What you will do :: Every line of the records that holds the word "position" should be copied out.
+++++
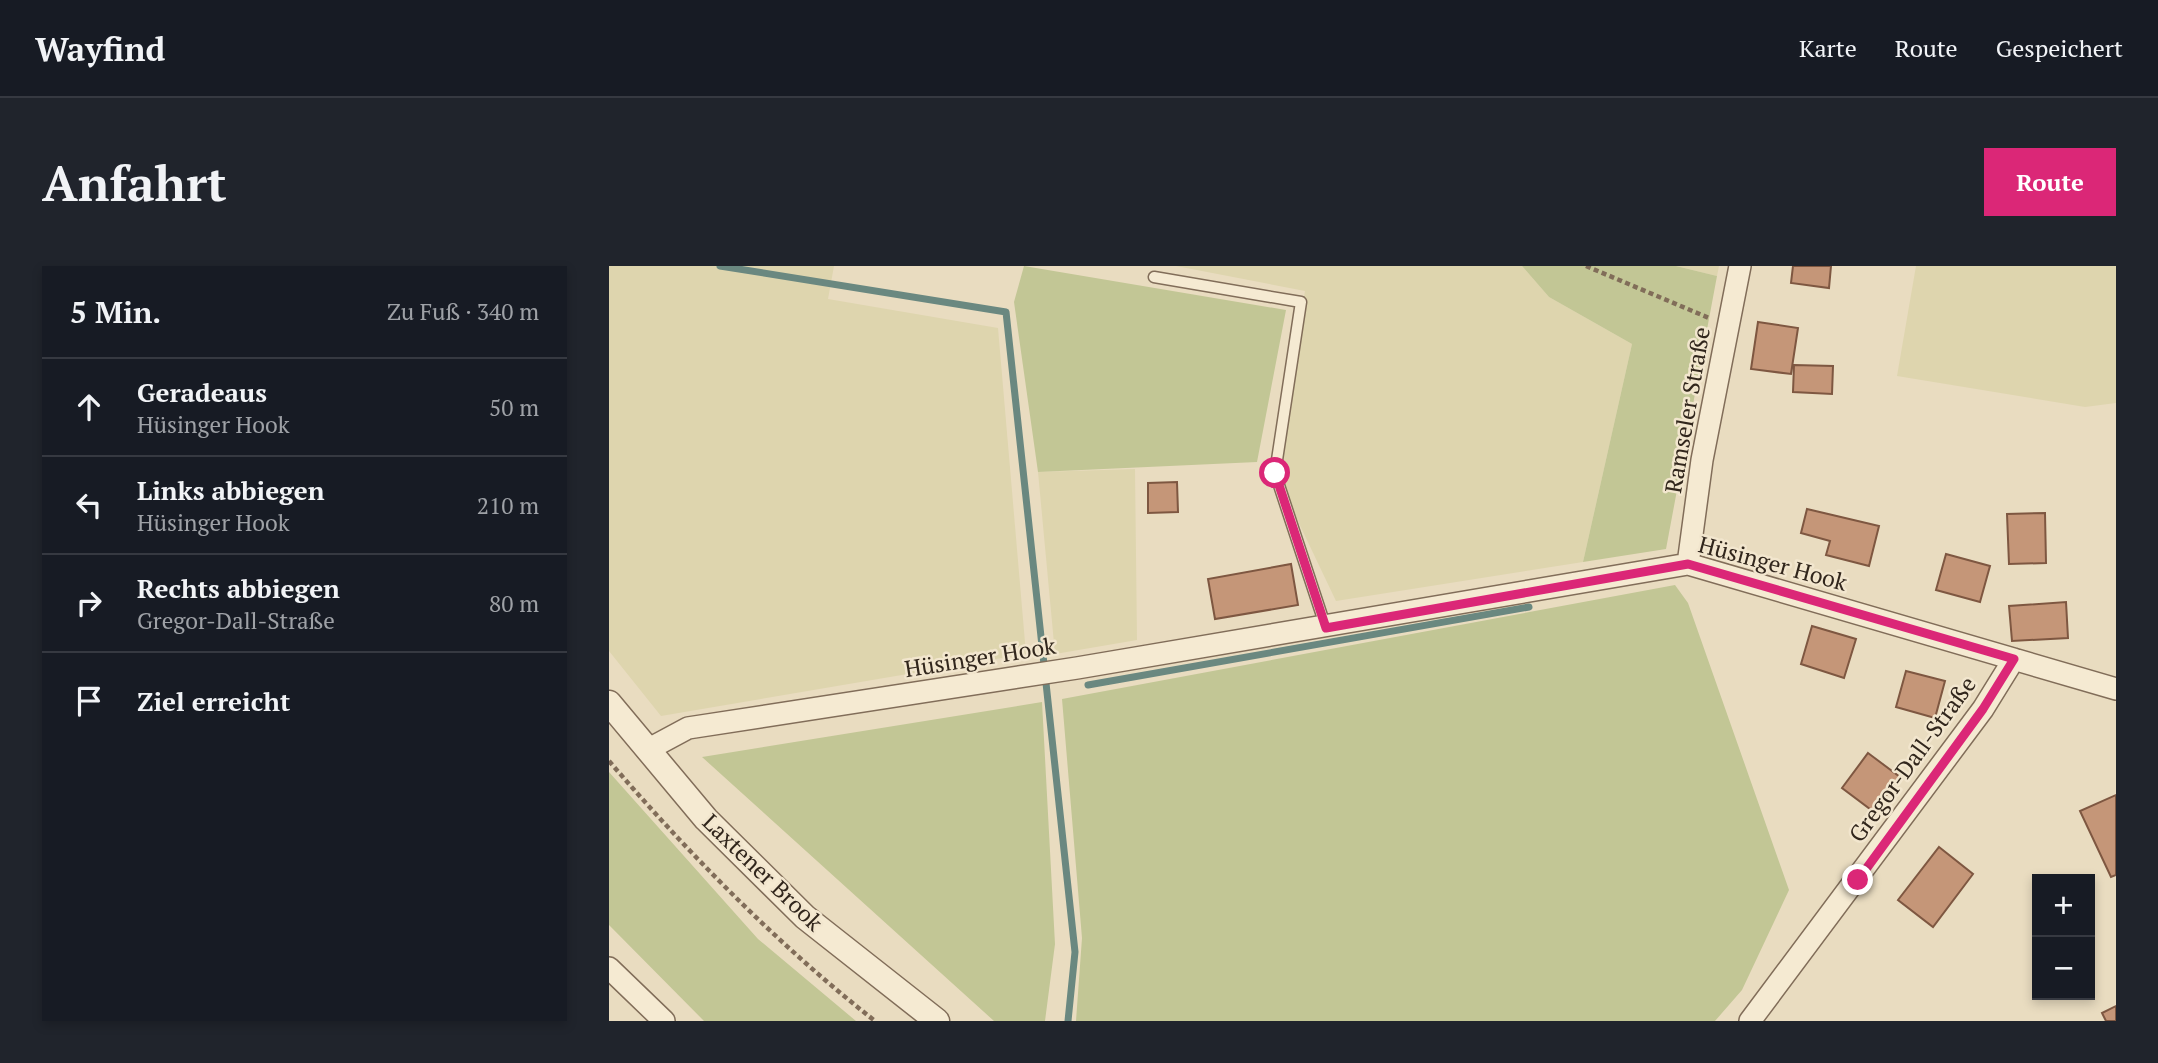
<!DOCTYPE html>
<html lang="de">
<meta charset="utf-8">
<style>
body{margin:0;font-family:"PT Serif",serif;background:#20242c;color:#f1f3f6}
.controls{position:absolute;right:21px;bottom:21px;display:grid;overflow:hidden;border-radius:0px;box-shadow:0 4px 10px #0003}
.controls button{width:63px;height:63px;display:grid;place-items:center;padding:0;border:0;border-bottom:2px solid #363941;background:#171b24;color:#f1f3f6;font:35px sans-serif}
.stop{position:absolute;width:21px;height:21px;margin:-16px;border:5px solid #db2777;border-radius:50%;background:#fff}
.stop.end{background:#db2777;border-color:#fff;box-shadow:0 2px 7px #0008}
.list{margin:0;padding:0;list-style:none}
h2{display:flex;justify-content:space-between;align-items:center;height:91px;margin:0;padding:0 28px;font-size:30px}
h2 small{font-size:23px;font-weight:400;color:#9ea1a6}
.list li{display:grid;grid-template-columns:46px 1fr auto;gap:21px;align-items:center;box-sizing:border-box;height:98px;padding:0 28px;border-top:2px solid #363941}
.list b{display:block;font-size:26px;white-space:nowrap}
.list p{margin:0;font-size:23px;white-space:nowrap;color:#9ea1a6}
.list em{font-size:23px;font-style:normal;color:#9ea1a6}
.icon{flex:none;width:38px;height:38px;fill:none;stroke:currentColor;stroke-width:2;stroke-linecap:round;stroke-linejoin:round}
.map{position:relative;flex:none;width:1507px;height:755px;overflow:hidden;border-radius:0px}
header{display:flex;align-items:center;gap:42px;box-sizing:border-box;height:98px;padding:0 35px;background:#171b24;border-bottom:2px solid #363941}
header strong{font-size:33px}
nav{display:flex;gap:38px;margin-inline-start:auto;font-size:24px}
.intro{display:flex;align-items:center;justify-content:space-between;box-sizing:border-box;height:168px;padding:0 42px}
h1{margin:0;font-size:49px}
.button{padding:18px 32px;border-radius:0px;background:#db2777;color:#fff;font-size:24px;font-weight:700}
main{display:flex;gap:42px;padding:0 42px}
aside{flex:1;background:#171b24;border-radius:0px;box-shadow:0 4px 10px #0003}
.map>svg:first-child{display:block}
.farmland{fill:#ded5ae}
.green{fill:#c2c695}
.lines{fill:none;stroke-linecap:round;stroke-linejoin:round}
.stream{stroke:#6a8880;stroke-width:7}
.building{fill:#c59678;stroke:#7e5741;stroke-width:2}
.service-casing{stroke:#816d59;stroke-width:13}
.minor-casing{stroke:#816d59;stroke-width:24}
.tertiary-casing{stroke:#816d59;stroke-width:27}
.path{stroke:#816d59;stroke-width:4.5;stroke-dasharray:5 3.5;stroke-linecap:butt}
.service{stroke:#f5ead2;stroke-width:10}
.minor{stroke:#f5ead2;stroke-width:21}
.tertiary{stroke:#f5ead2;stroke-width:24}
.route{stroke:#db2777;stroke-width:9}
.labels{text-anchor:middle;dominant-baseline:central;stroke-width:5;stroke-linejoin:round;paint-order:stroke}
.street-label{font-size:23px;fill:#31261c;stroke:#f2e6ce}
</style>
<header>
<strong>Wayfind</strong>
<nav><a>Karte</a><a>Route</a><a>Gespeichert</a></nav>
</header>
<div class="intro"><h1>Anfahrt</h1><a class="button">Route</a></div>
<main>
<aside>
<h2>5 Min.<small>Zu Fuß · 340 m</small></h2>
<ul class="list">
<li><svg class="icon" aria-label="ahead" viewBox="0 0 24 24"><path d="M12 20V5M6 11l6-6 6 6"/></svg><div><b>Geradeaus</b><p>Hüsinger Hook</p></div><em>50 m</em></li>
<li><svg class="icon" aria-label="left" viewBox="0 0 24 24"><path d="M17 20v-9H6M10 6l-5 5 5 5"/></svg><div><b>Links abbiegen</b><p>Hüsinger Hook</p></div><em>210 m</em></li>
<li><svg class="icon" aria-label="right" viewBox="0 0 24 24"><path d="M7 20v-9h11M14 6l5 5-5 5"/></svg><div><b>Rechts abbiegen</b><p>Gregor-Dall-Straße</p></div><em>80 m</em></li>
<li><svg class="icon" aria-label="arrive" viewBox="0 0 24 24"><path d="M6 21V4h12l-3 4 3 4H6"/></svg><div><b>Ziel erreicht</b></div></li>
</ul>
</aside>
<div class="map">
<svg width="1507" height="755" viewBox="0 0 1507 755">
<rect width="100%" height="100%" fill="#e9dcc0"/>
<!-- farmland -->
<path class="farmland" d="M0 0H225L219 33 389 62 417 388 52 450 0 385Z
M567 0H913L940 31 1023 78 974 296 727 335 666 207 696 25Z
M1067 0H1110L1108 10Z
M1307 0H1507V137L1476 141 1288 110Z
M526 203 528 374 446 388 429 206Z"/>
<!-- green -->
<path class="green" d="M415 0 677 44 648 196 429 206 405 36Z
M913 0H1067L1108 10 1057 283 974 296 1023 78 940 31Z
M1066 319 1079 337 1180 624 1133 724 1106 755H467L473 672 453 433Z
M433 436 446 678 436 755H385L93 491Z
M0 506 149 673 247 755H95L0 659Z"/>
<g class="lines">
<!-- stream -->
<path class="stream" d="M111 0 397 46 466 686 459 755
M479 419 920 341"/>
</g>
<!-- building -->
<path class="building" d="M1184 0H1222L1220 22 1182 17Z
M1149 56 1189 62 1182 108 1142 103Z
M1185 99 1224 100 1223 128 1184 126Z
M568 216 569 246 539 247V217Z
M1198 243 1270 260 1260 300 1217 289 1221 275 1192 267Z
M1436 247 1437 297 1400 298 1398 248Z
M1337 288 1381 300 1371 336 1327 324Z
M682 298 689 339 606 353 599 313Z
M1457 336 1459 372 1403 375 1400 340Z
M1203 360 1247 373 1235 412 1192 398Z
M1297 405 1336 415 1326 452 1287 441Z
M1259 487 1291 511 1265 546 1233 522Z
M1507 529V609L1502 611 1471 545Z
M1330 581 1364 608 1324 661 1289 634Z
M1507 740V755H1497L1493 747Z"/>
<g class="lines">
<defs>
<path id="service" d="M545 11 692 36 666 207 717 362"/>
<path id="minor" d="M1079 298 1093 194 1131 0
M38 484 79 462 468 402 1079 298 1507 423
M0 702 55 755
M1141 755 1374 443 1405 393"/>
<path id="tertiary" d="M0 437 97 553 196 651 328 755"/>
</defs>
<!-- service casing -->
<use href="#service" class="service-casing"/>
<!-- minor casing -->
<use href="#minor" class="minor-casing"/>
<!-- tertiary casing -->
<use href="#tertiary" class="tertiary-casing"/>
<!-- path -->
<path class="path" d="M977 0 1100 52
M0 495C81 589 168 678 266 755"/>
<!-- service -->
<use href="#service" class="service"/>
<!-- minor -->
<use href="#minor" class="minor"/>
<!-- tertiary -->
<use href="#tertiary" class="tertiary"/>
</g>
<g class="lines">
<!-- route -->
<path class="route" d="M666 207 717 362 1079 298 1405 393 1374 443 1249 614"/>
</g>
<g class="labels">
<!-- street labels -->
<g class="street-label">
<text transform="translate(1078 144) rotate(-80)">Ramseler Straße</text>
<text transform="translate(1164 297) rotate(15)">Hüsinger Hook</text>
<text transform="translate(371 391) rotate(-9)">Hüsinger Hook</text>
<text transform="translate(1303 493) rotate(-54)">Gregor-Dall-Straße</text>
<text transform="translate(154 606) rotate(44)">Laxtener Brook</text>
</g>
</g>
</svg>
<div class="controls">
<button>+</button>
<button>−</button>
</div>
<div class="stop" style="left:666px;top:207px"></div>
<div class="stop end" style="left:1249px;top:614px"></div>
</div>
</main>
+++++
Task output ::
.controls{position:absolute;right:21px;bottom:21px;display:grid;overflow:hidden;border-radius:0px;box-shadow:0 4px 10px #0003}
.stop{position:absolute;width:21px;height:21px;margin:-16px;border:5px solid #db2777;border-radius:50%;background:#fff}
.map{position:relative;flex:none;width:1507px;height:755px;overflow:hidden;border-radius:0px}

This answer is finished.